*Your goal*
Scan the listing for the word "Creek" and report every line that contains it.

((

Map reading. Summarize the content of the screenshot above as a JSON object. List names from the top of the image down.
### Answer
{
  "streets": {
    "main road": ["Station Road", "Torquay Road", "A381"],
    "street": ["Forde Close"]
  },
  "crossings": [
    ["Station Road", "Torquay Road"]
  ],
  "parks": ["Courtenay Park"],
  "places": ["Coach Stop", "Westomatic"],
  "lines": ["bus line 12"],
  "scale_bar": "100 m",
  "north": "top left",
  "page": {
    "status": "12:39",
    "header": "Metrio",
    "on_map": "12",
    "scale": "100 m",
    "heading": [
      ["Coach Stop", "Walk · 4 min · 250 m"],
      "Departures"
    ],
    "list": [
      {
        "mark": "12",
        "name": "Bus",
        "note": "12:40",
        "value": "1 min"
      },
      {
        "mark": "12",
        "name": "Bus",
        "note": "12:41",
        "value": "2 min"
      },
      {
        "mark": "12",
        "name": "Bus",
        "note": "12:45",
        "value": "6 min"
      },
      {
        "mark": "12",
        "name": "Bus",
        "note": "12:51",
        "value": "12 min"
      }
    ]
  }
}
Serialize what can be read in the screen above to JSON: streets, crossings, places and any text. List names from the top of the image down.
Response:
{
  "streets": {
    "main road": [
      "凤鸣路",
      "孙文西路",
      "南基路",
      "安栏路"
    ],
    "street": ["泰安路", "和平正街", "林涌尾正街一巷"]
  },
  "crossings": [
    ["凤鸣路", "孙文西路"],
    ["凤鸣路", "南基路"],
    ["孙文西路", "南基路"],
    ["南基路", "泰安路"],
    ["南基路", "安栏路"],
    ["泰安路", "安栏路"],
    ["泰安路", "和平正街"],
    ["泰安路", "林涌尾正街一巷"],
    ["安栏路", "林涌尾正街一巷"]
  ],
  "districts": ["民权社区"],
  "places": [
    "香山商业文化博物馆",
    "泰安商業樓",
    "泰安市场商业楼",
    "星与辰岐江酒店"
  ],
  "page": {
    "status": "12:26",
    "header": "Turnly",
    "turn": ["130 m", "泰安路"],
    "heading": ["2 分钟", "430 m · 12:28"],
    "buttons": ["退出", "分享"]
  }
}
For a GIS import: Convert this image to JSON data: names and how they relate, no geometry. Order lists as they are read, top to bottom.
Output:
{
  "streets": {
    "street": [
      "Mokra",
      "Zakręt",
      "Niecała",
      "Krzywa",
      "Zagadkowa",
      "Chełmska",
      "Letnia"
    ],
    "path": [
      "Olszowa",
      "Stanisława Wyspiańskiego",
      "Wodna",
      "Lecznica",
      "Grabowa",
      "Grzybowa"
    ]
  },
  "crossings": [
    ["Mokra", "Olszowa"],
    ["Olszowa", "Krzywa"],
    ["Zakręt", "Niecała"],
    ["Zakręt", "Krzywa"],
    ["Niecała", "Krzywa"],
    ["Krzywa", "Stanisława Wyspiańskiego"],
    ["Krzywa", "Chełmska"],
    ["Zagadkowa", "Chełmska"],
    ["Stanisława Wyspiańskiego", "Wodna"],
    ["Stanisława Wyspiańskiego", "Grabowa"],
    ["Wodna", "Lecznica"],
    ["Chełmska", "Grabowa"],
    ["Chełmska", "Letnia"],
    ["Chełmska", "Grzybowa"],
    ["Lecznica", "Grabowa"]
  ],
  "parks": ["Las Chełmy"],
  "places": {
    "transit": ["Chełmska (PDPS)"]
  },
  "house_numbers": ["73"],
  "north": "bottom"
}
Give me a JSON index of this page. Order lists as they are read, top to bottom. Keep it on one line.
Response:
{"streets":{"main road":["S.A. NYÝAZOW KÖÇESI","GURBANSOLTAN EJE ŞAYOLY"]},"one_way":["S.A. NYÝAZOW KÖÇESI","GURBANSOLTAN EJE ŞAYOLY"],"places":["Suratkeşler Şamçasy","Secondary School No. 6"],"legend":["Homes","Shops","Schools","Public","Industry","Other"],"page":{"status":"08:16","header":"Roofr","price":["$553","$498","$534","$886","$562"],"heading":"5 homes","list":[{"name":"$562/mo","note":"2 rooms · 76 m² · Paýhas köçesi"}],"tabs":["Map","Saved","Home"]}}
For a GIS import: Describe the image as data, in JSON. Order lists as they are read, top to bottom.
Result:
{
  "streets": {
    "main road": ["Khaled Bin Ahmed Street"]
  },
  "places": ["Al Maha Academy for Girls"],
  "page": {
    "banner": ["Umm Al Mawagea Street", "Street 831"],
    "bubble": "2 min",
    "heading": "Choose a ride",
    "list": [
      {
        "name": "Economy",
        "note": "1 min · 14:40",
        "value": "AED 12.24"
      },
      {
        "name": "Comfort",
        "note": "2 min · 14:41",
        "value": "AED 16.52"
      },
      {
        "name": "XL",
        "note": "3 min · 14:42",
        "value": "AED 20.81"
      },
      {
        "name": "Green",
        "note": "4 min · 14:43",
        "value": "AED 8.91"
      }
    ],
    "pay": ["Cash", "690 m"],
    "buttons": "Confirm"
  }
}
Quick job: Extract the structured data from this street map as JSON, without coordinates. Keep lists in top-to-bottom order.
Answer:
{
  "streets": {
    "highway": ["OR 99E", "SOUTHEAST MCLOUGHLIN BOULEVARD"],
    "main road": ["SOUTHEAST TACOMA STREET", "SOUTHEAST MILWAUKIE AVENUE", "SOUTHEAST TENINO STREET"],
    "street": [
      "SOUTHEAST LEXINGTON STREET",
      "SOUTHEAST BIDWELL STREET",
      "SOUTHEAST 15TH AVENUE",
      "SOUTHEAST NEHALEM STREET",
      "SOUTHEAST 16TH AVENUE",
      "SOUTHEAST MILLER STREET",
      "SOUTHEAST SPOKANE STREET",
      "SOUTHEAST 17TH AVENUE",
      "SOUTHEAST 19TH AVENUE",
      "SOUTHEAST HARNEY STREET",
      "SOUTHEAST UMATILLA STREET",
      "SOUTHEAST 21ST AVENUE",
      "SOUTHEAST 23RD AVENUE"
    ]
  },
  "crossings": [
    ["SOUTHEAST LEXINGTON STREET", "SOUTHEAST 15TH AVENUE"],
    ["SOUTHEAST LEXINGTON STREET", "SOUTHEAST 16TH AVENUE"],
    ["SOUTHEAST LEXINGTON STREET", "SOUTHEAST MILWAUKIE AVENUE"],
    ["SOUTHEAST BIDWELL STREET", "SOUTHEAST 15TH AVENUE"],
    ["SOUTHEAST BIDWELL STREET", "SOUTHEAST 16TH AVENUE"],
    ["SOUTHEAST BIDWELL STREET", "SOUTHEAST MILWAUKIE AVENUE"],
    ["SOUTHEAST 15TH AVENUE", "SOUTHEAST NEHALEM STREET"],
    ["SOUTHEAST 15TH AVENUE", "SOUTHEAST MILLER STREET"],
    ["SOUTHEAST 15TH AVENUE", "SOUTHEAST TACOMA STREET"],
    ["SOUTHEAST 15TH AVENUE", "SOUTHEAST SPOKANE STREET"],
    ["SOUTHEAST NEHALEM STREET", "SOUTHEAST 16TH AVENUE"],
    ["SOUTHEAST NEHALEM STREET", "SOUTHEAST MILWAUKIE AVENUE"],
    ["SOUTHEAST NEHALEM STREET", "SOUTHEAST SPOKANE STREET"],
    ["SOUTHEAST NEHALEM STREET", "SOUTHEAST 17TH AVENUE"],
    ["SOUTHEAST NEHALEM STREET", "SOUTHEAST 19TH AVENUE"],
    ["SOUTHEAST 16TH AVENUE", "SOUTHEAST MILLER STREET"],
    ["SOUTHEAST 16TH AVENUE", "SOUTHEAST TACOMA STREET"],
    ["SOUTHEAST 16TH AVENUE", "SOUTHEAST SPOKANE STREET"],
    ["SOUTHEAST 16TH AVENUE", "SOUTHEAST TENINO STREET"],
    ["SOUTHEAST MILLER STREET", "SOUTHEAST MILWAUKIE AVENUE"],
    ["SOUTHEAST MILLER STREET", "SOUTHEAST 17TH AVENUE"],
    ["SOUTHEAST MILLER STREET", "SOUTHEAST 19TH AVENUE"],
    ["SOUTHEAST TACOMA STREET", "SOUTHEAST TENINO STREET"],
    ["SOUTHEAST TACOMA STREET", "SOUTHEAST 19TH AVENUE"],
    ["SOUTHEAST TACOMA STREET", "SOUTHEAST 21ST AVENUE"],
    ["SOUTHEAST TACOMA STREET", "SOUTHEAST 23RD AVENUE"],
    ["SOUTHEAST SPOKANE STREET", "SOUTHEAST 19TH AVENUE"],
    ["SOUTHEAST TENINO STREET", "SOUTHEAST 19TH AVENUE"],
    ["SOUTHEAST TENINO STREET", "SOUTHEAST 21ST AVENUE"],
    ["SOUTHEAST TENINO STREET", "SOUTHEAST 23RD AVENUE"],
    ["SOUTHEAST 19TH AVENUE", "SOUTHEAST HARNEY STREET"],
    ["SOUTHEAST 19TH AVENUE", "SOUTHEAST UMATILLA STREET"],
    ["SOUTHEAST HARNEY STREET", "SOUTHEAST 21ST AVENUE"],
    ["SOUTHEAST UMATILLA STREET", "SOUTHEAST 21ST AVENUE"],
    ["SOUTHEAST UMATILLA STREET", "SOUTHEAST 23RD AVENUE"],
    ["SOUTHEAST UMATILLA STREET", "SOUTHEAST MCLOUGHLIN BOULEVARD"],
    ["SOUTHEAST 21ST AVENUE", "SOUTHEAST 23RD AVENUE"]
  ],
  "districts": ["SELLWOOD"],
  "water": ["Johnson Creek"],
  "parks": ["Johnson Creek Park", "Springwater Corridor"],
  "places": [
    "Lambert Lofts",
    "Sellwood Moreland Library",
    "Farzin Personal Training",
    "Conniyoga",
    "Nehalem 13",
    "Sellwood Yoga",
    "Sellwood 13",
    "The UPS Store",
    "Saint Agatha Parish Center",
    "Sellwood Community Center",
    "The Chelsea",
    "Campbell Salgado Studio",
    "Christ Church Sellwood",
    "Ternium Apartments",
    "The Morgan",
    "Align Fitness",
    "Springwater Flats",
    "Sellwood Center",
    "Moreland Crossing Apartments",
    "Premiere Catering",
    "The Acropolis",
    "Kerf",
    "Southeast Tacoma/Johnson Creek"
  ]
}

))

*Result*
  "water": ["Johnson Creek"],
  "parks": ["Johnson Creek Park", "Springwater Corridor"],
    "Southeast Tacoma/Johnson Creek"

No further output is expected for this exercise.